Methodology: Queries were run via API across Claude, ChatGPT, Gemini, and Perplexity — not consumer web interfaces. API responses reflect static training data; consumer-facing products may return different results due to live web access. Each prompt was run twice and results averaged to reduce single-run variance. Brand mentions were extracted using named entity recognition. Results represent baseline AI visibility — the floor, not the ceiling. Entity normalization: Raw NER extraction produced over 1,000 brand variants. Multi-location brands collapsed to primary entity; variant spellings unified; imprint names resolved to canonical restaurant names. Publications, reservation platforms, event venues, and hospitality holding companies excluded from rankings. Market context: 50 prompts returned mentions of over 600 distinct establishments — the largest brand set of any audit in this series.

Platform Divergence —
Top 20 Restaurants

New York City is the most AI-contested fine dining market in the country.
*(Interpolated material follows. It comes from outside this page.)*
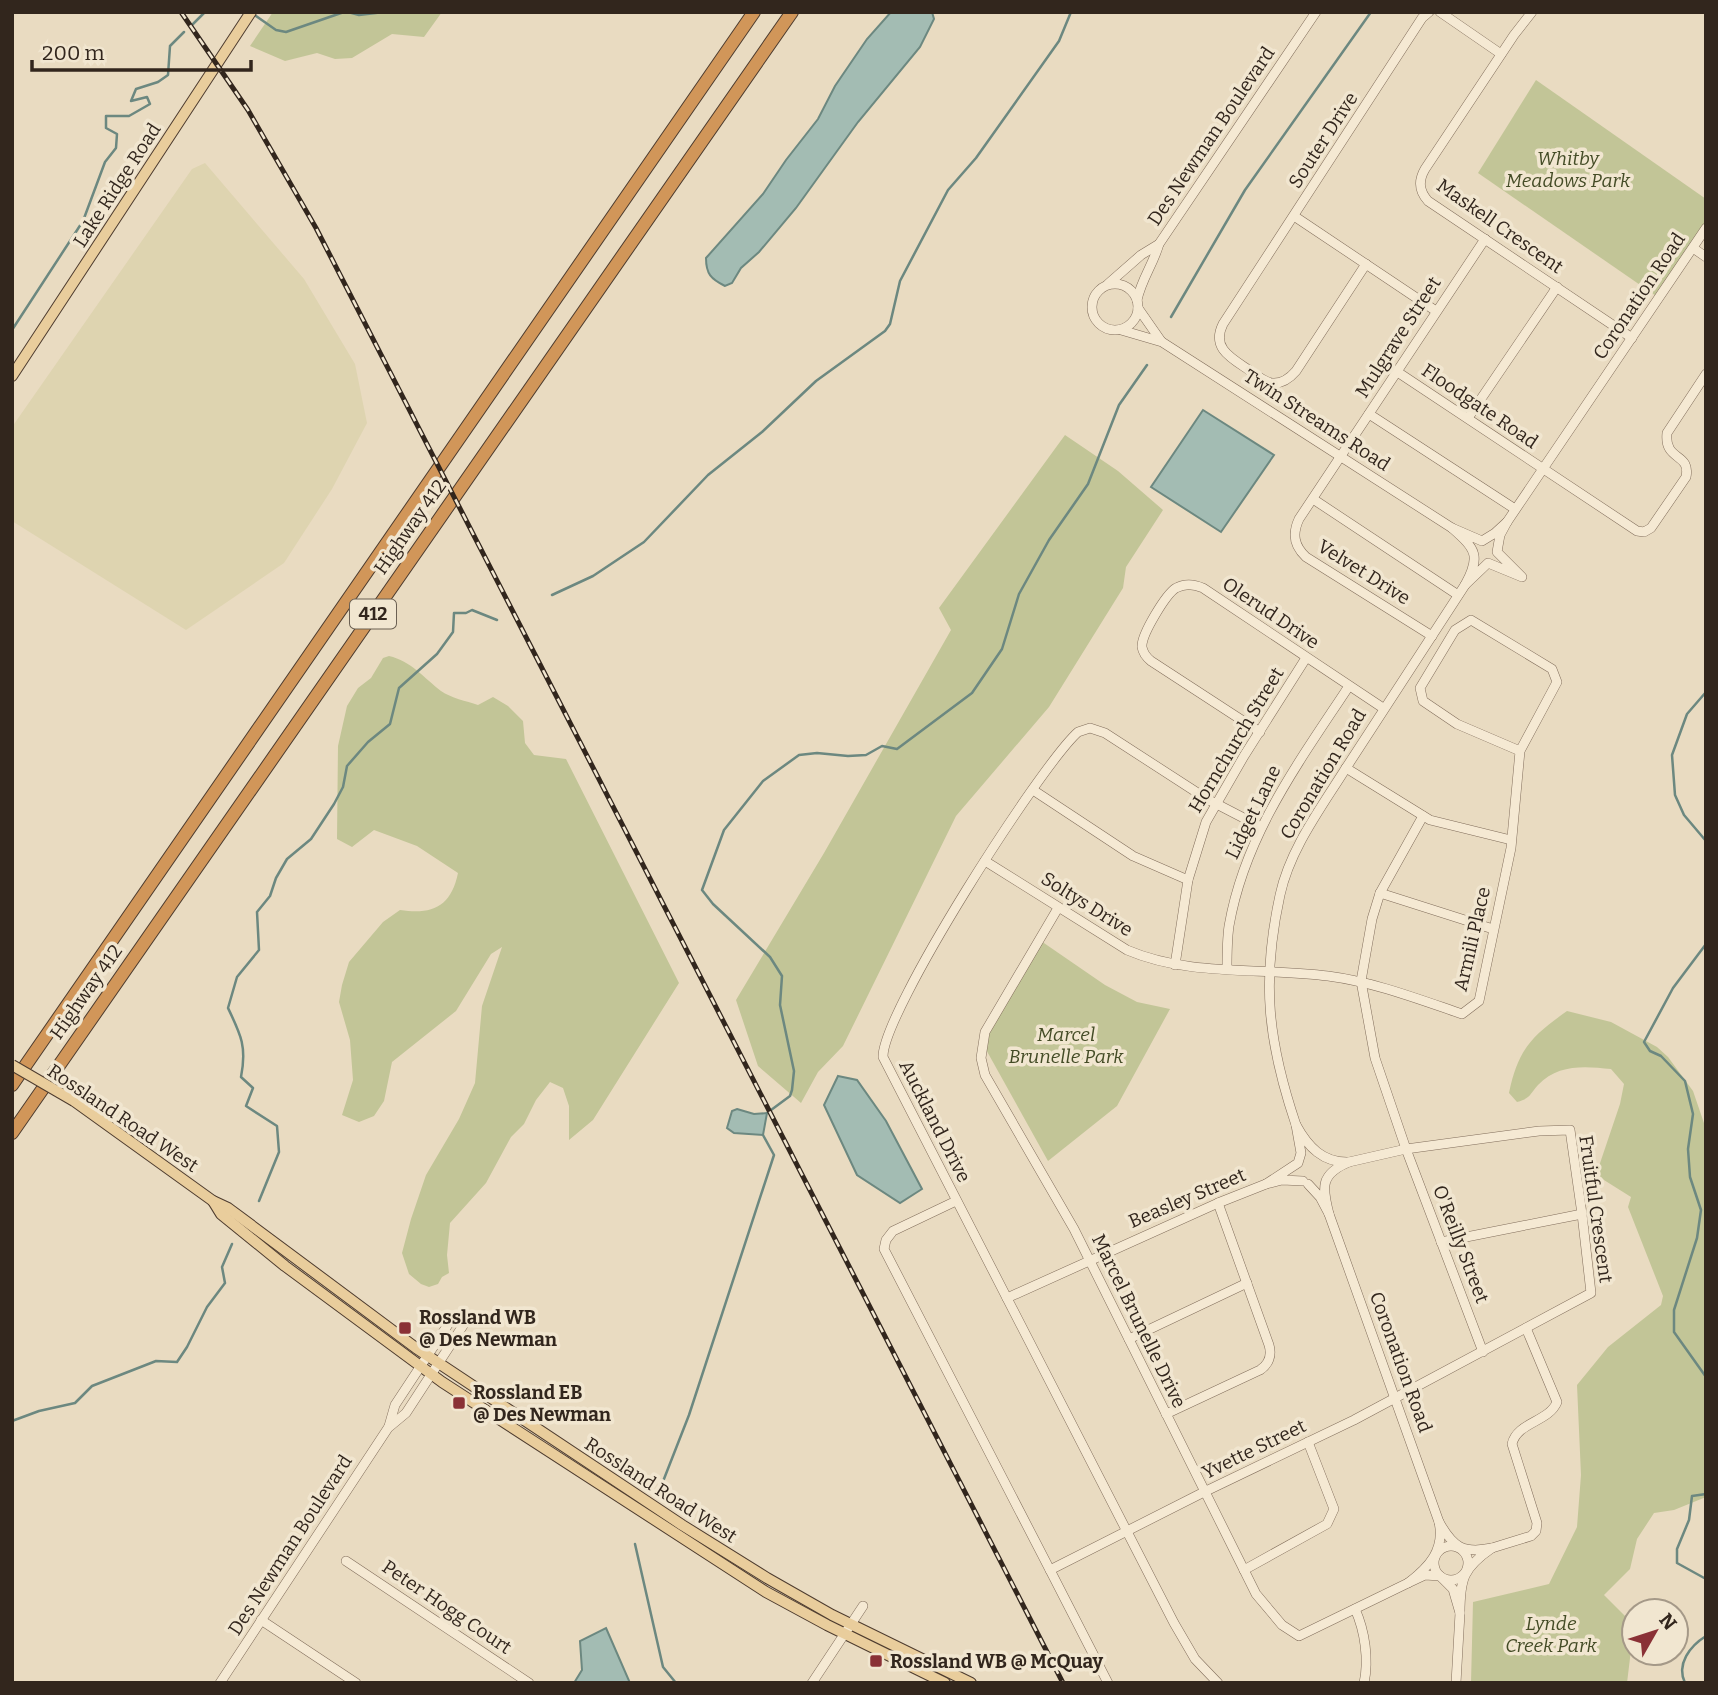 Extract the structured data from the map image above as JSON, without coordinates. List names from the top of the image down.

The concentration at the top is steep — and the gap between those brands and the rest of the field widens on purchase-intent queries. Across all four platforms, AI visibility is determined less by reputation than by how precisely and repeatedly a restaurant's defining characteristics are described in indexed content.
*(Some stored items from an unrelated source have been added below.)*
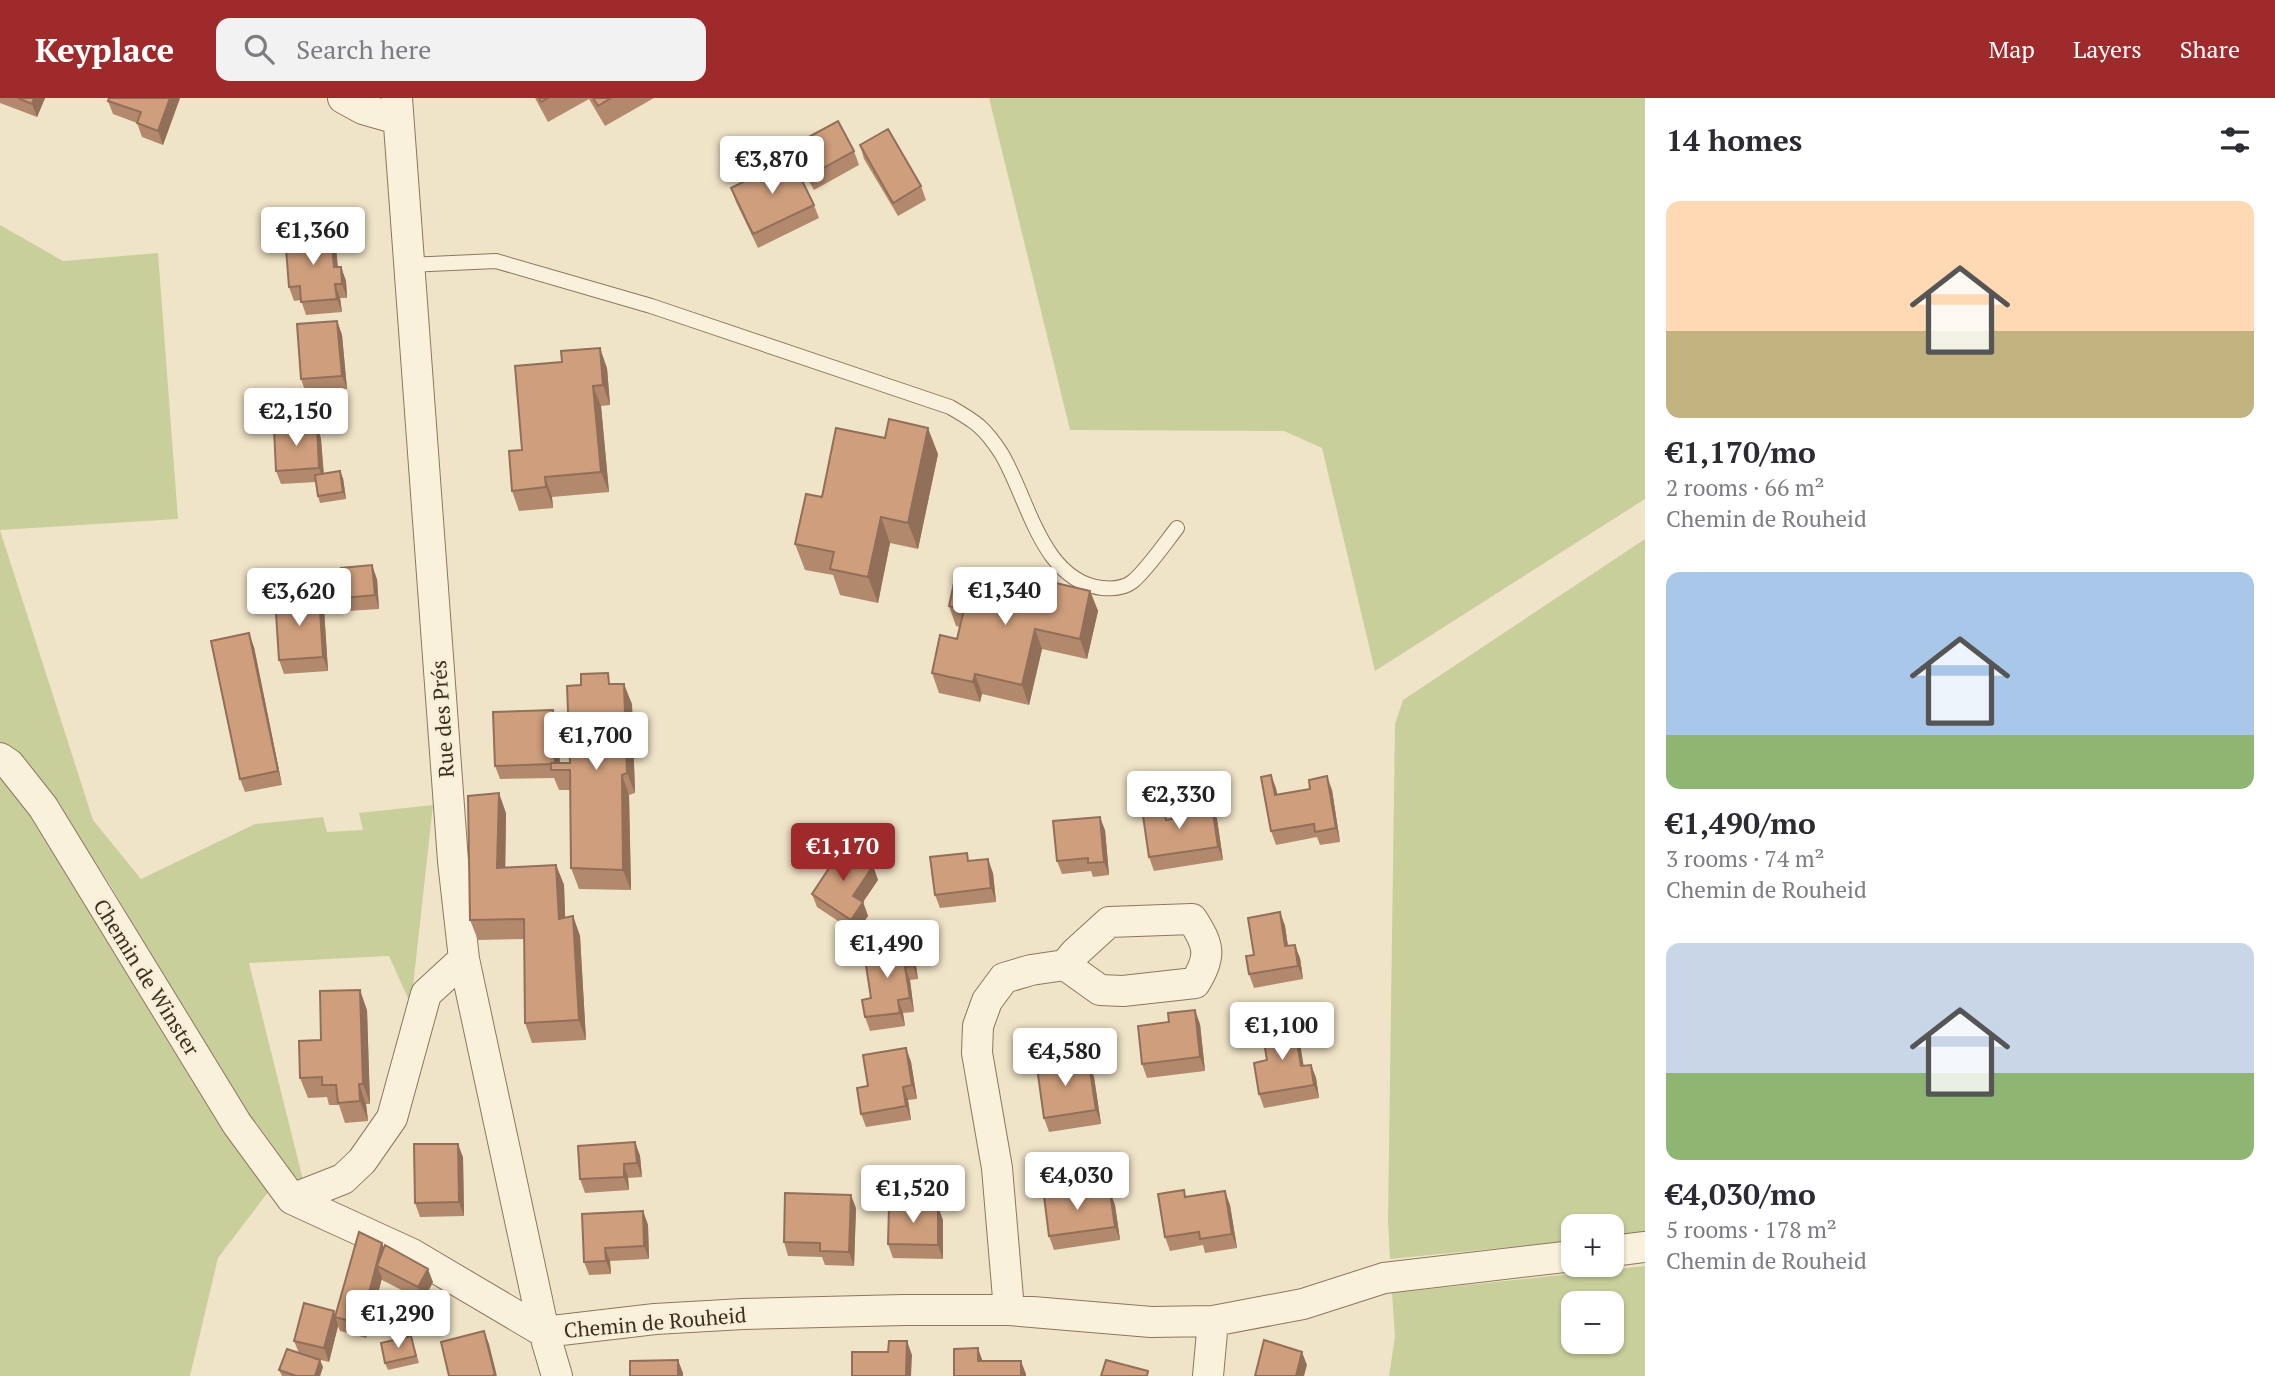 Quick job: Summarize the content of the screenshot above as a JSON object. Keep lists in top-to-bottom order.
{
  "streets": {
    "street": ["Rue des Prés", "Chemin de Winster", "Chemin de Rouheid"]
  },
  "crossings": [
    ["Rue des Prés", "Chemin de Rouheid"],
    ["Chemin de Winster", "Chemin de Rouheid"]
  ],
  "page": {
    "header": "Keyplace",
    "search": "Search here",
    "nav": ["Map", "Layers", "Share"],
    "heading": "14 homes",
    "price": [
      "€3,870",
      "€1,360",
      "€2,150",
      "€1,340",
      "€3,620",
      "€1,700",
      "€2,330",
      "€1,170",
      "€1,490",
      "€1,100",
      "€4,580",
      "€4,030",
      "€1,520",
      "€1,290"
    ],
    "list": [
      {
        "name": "€1,170/mo",
        "note": "2 rooms · 66 m² · Chemin de Rouheid"
      },
      {
        "name": "€1,490/mo",
        "note": "3 rooms · 74 m² · Chemin de Rouheid"
      },
      {
        "name": "€4,030/mo",
        "note": "5 rooms · 178 m² · Chemin de Rouheid"
      }
    ],
    "map_buttons": ["+", "−"]
  }
}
Restaurant ChatGPT Claude Gemini Perplexity Total
The Modern 397 151 754 59 1,361
Daniel 274 218 222 105 819
Le Bernardin 231 186 144 145 706
Per Se 209 146 97 104 556
Eleven Madison Park 207 149 63 104 523
Masa 137 106 117 43 403
Atomix 81 87 129 78 375
Chef's Table at Brooklyn Fare 68 121 68 55 312
Jean-Georges 153 54 90 6 303
Gramercy Tavern 55 71 47 73 246
Gabriel Kreuther 79 46 56 52 233
Carbone 61 62 52 41 216
Momofuku Ko 133 29 36 13 211
The Grill 55 29 67 52 203
Momofuku 87 32 19 26 164
Manhatta 3 36 50 34 123
One If By Land, Two If By Sea 28 45 23 18 114
Saga 14 10 36 52 112
Cosme 19 15 39 33 106
Lilia 13 33 23 37 106
Highest platform value per row highlighted. Faded values indicate notable platform gaps. The Modern's Gemini total (754) is nearly double its ChatGPT total and more than five times its Perplexity presence — the most extreme platform concentration in the audit. Jean-Georges holds a top-ten overall rank but surfaces only 6 times on Perplexity. Eleven Madison Park underperforms on Gemini (63) relative to every other platform. Momofuku Ko is ChatGPT-dominant — 133 of its 211 mentions come from a single platform. Manhatta is the inverse: nearly invisible on ChatGPT (3 mentions) while performing competitively on the other three.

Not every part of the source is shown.